Options for use with scsomersd, sccendif and sccenslope

sweight(expression) specifies the weight expression for use in Scenario 1. The type of weights (fweights, pweights or iweights), and the weight expression for use in Scenario 0, are specified in the weight expression supplied to the command. If sweight() is not specified, then the weight expression for Scenario 1 is set to the weight expression for Scenario 0. Note that both scenario weight expressions are interpreted as importance weights, and that cluster frequency weights must be specified using the cfweight() option of somersd, cendif and censlope.

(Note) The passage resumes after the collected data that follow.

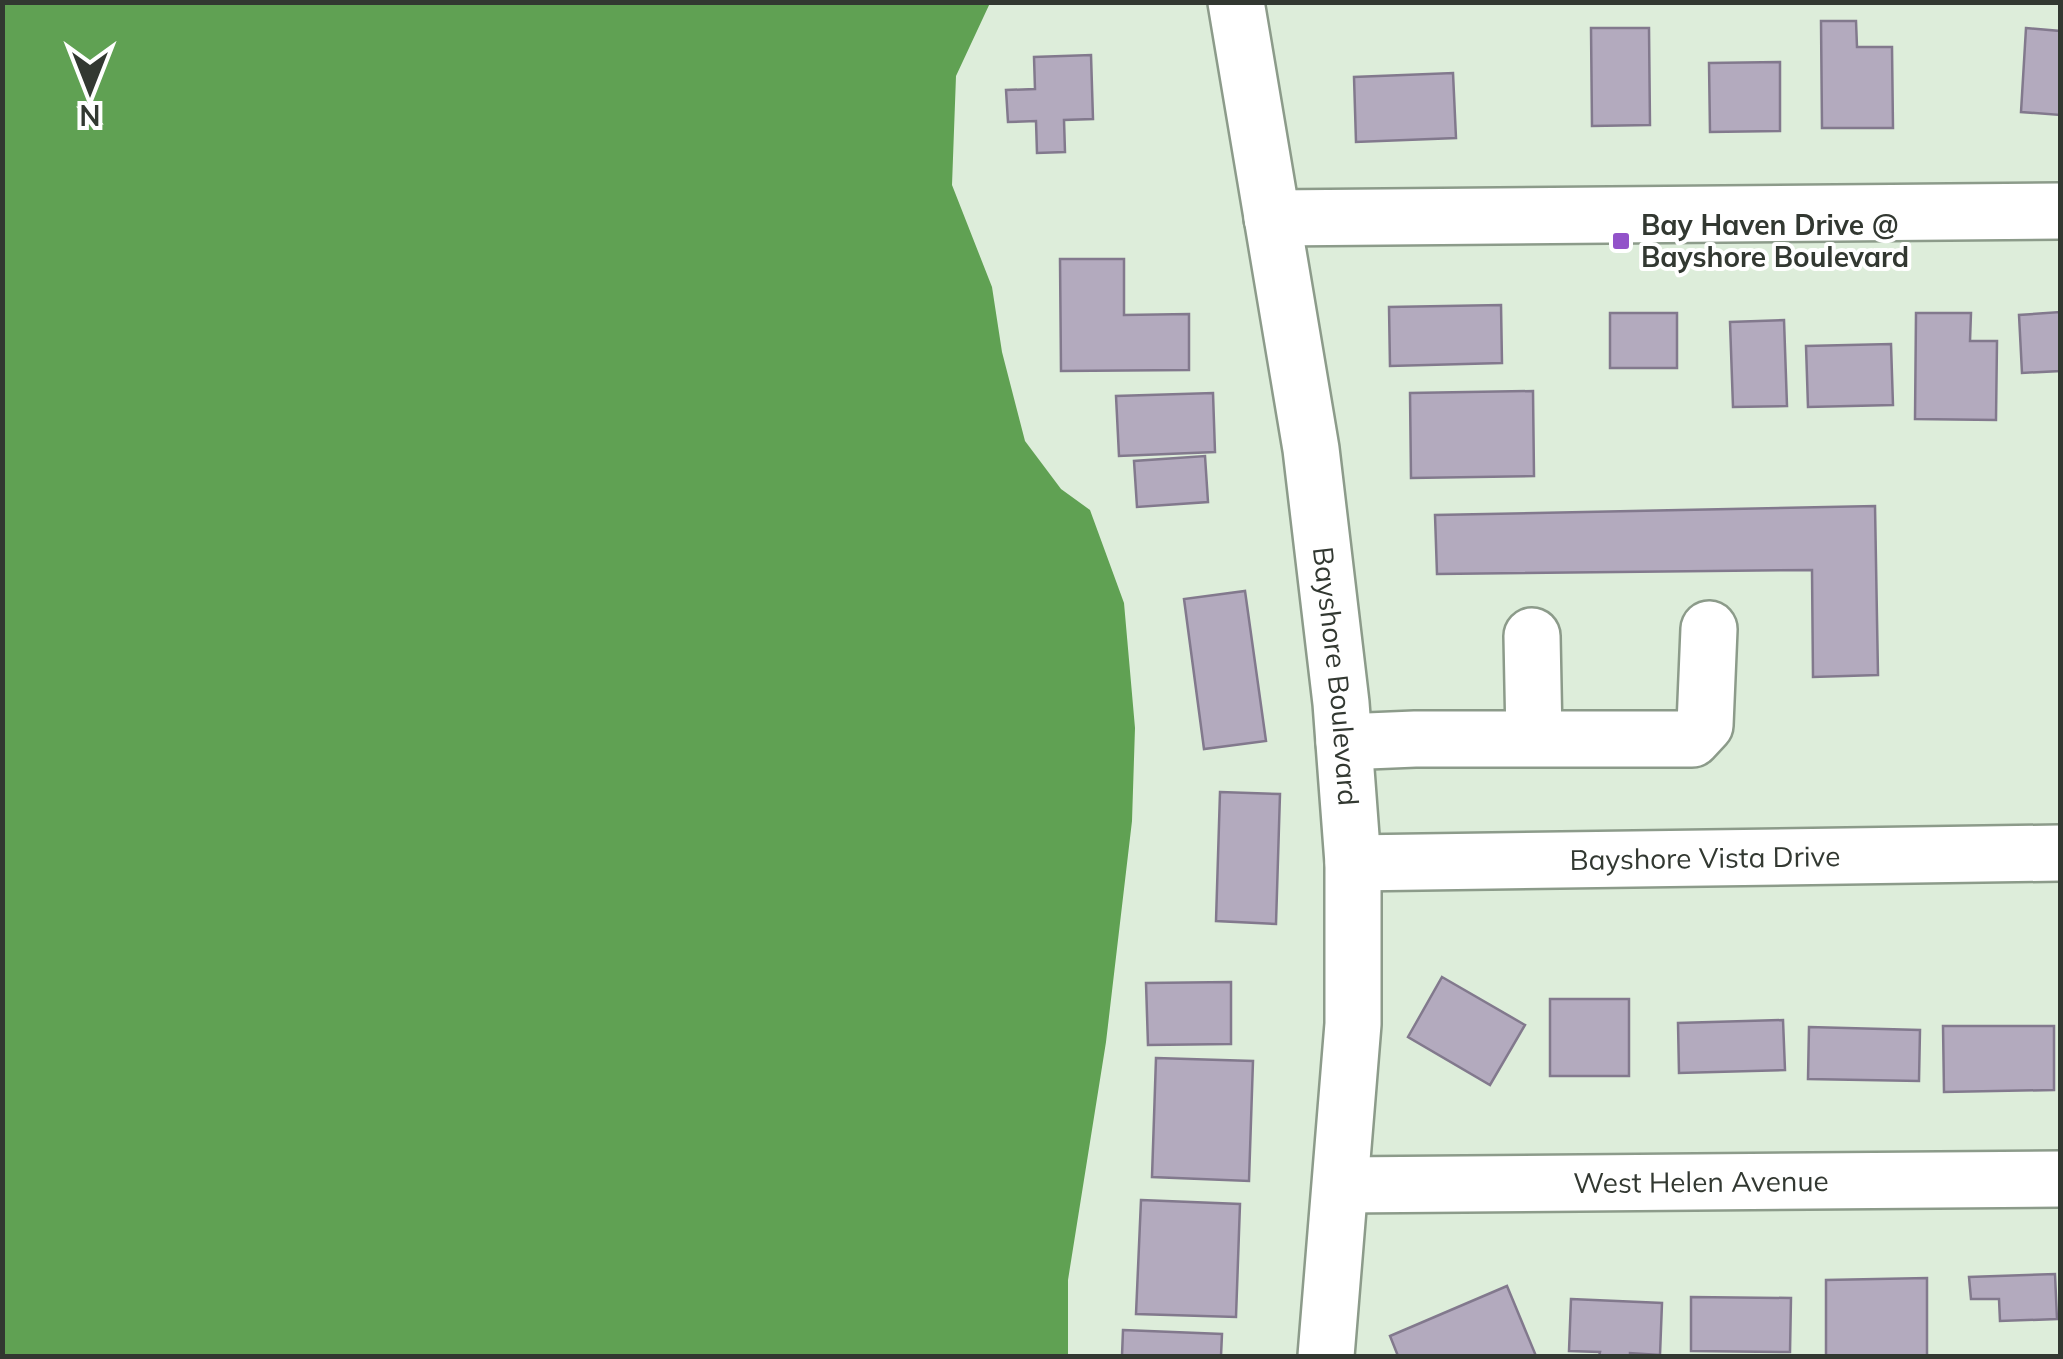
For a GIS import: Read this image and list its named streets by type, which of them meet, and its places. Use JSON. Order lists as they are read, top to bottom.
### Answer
{
  "streets": {
    "street": ["Bayshore Boulevard", "Bayshore Vista Drive", "West Helen Avenue"]
  },
  "crossings": [
    ["Bayshore Boulevard", "Bayshore Vista Drive"],
    ["Bayshore Boulevard", "West Helen Avenue"]
  ],
  "places": {
    "transit": ["Bay Haven Drive @ Bayshore Boulevard"]
  },
  "north": "bottom"
}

nyvar(newvar) specifies the name of the temporary variable, in the expanded dataset with 1 observation per original observation per scenario, containing the outcome or Y-values for use in the scenario comparison. In observations in Scenario 0, the value of this variable is equal to the variable (or number) y0. In observations in Scenario 1, the value of this variable is equal to the variable (or number) y1. In default, the name is set to _yvar.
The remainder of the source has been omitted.